-- Problem --
List all lines of the data that include the string "center".

[Items listed in a dataset]
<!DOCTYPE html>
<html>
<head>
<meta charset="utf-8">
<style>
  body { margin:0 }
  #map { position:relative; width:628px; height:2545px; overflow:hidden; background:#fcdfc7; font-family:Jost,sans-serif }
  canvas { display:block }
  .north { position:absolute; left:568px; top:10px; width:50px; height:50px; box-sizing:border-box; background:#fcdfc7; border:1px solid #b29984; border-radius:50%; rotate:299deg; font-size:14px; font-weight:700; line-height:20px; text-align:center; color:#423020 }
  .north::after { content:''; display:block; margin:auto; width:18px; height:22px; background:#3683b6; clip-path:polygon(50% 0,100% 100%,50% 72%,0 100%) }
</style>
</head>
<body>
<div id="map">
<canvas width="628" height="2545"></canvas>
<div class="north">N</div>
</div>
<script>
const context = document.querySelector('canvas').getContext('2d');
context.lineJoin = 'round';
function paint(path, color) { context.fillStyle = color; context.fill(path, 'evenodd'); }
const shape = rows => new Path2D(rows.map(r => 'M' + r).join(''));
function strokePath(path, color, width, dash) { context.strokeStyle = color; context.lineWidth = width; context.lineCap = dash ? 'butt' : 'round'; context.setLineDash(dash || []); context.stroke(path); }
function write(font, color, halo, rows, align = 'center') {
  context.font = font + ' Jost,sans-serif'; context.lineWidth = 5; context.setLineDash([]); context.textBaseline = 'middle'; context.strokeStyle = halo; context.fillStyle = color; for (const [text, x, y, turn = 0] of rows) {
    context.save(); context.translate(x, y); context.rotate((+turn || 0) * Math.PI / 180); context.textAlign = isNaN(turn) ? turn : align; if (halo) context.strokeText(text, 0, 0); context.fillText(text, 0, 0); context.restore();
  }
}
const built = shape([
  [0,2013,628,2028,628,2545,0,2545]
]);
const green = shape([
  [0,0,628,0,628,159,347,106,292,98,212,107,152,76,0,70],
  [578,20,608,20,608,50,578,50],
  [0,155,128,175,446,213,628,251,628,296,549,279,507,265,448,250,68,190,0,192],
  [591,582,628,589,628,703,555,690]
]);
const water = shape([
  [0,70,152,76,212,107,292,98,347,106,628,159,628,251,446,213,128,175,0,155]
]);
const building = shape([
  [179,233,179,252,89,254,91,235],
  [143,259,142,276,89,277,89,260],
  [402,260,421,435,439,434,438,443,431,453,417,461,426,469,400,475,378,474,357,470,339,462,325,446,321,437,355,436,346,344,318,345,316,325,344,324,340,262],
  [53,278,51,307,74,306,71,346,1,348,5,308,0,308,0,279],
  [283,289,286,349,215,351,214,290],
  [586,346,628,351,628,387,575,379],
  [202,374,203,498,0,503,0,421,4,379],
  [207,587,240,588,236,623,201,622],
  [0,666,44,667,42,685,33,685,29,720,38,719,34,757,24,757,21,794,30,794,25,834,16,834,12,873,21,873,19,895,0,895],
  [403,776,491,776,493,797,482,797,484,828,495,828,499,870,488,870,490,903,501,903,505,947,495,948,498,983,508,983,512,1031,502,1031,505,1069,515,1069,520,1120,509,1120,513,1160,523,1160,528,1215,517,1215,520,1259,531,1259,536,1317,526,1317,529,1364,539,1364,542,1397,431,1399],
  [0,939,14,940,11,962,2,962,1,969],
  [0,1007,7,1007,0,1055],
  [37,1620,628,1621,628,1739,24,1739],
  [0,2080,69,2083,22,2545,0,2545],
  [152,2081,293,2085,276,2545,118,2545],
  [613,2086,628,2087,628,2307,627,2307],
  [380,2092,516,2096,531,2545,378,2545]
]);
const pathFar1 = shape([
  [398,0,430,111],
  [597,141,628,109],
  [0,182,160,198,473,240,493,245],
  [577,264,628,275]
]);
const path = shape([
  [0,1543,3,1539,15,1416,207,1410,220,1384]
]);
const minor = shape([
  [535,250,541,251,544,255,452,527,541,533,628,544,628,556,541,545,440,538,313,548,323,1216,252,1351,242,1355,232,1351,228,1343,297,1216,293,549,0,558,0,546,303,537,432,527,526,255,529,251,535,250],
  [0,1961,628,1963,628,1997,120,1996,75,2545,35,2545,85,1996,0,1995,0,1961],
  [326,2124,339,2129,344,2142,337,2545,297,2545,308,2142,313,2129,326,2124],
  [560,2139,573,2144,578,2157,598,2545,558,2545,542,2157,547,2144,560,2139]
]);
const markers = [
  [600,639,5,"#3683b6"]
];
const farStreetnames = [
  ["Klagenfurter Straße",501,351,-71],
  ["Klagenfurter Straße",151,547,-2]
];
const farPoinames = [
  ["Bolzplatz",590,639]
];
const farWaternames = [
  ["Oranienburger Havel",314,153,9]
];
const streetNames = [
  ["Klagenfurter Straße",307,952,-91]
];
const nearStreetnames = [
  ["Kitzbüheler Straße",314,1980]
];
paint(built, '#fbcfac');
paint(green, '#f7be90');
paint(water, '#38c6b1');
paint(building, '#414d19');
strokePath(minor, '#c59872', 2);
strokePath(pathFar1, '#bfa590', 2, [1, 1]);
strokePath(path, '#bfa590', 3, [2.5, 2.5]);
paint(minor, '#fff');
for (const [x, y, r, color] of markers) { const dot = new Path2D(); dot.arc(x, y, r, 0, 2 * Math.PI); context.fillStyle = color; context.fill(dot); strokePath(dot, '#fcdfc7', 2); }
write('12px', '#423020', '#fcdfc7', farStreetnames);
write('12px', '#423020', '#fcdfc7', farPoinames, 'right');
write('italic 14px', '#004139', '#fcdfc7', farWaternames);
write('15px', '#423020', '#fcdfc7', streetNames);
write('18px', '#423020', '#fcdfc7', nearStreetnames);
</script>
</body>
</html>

-- Response to the task --
  .north { position:absolute; left:568px; top:10px; width:50px; height:50px; box-sizing:border-box; background:#fcdfc7; border:1px solid #b29984; border-radius:50%; rotate:299deg; font-size:14px; font-weight:700; line-height:20px; text-align:center; color:#423020 }
function write(font, color, halo, rows, align = 'center') {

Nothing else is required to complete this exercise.